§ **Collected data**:
• • •

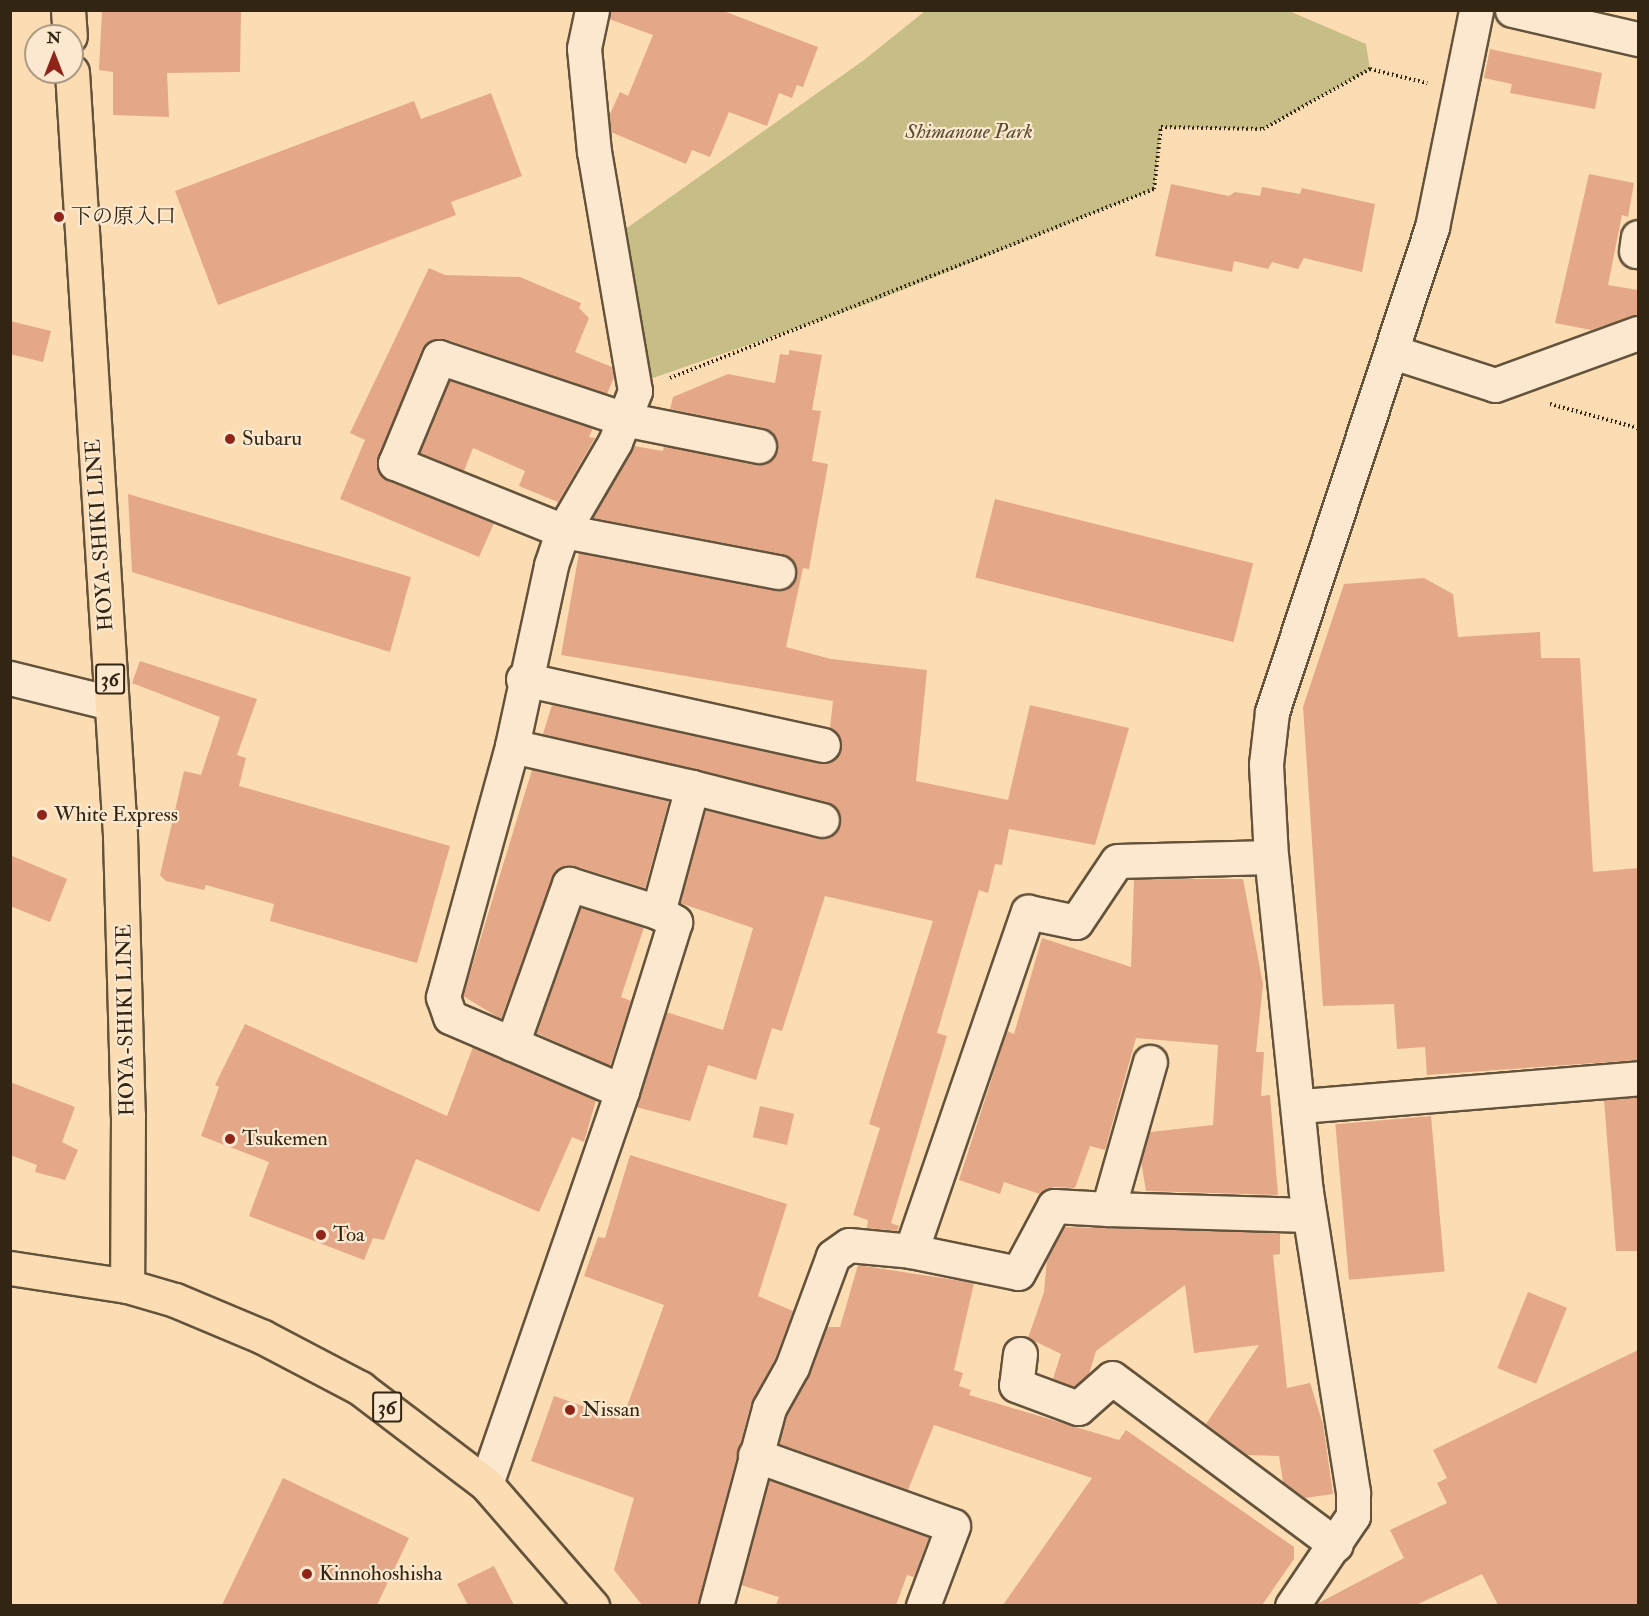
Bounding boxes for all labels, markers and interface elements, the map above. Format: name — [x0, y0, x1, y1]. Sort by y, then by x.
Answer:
north arrow — [24, 24, 84, 84]
text: N — [47, 28, 61, 48]
park label: Shimanoue Park — [905, 119, 1033, 145]
place label: 下の原入口 — [71, 204, 176, 230]
marker: 下の原入口 — [52, 210, 66, 224]
place label: Subaru — [242, 426, 302, 452]
marker: Subaru — [223, 432, 237, 446]
street label: HOYA-SHIKI LINE — [81, 438, 119, 632]
road number: 36 — [95, 662, 125, 696]
place label: White Express — [54, 802, 178, 828]
marker: White Express — [35, 808, 49, 822]
street label: HOYA-SHIKI LINE — [112, 924, 140, 1116]
place label: Tsukemen — [242, 1126, 328, 1152]
marker: Tsukemen — [223, 1132, 237, 1146]
place label: Toa — [333, 1222, 365, 1248]
marker: Toa — [314, 1228, 328, 1242]
road number: 36 — [372, 1390, 402, 1424]
place label: Nissan — [582, 1397, 640, 1423]
marker: Nissan — [563, 1403, 577, 1417]
place label: Kinnohoshisha — [319, 1561, 443, 1587]
marker: Kinnohoshisha — [300, 1567, 314, 1581]

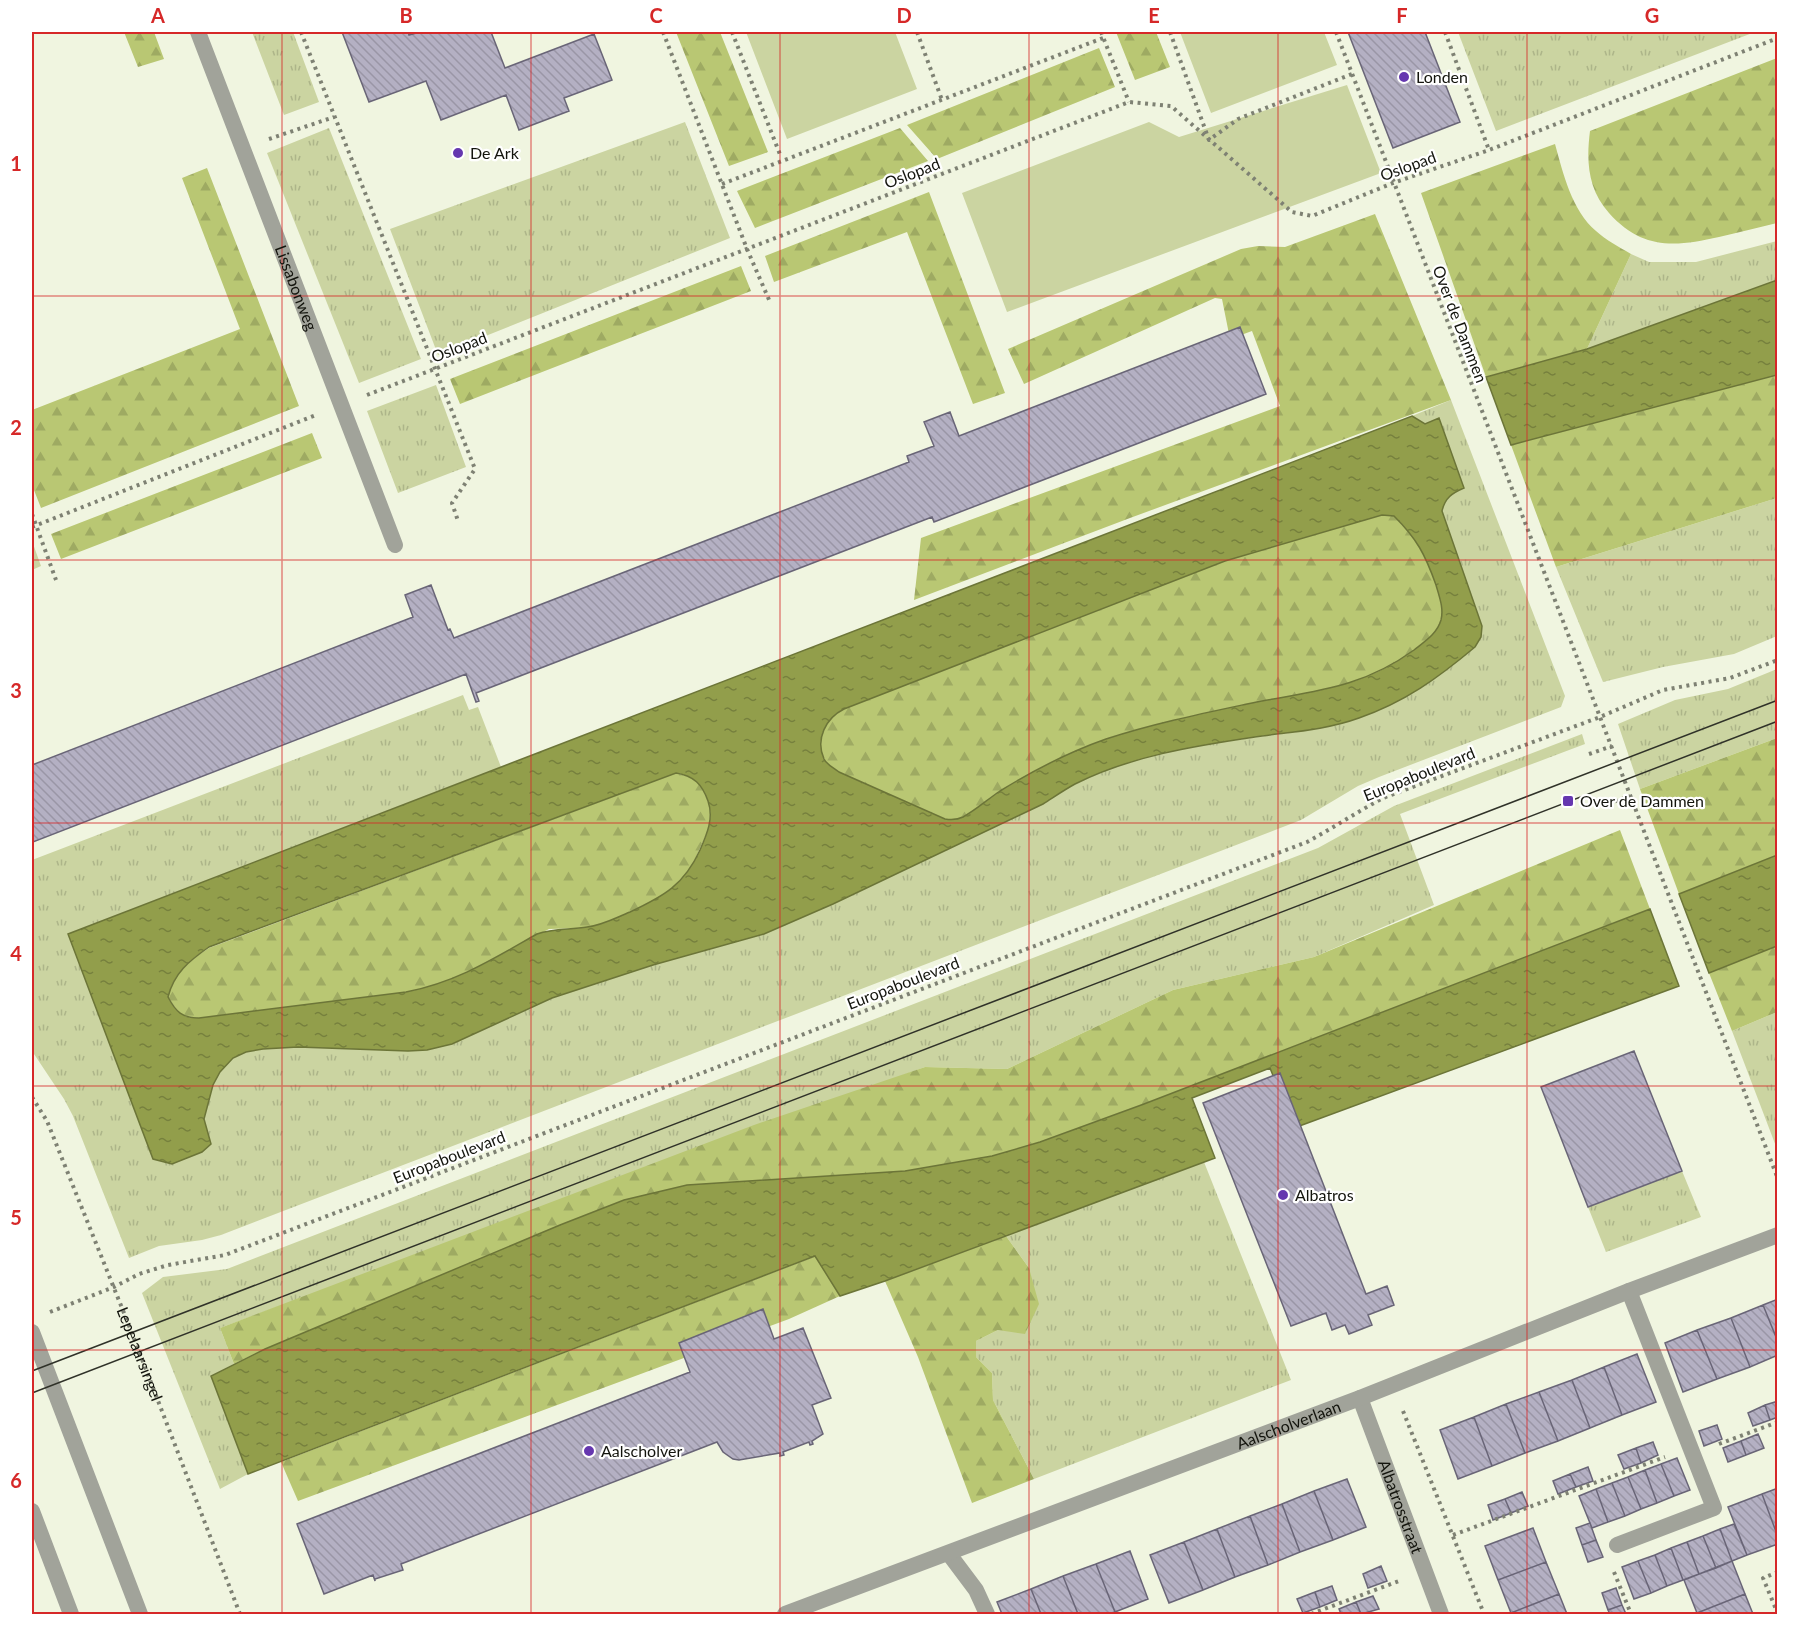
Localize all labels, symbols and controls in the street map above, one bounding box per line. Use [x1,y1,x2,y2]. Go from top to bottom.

• • •

§ **Problem details**: Reply with one number, the count of lines in the records that include the word "above".

§ **Answer for this exercise**: 2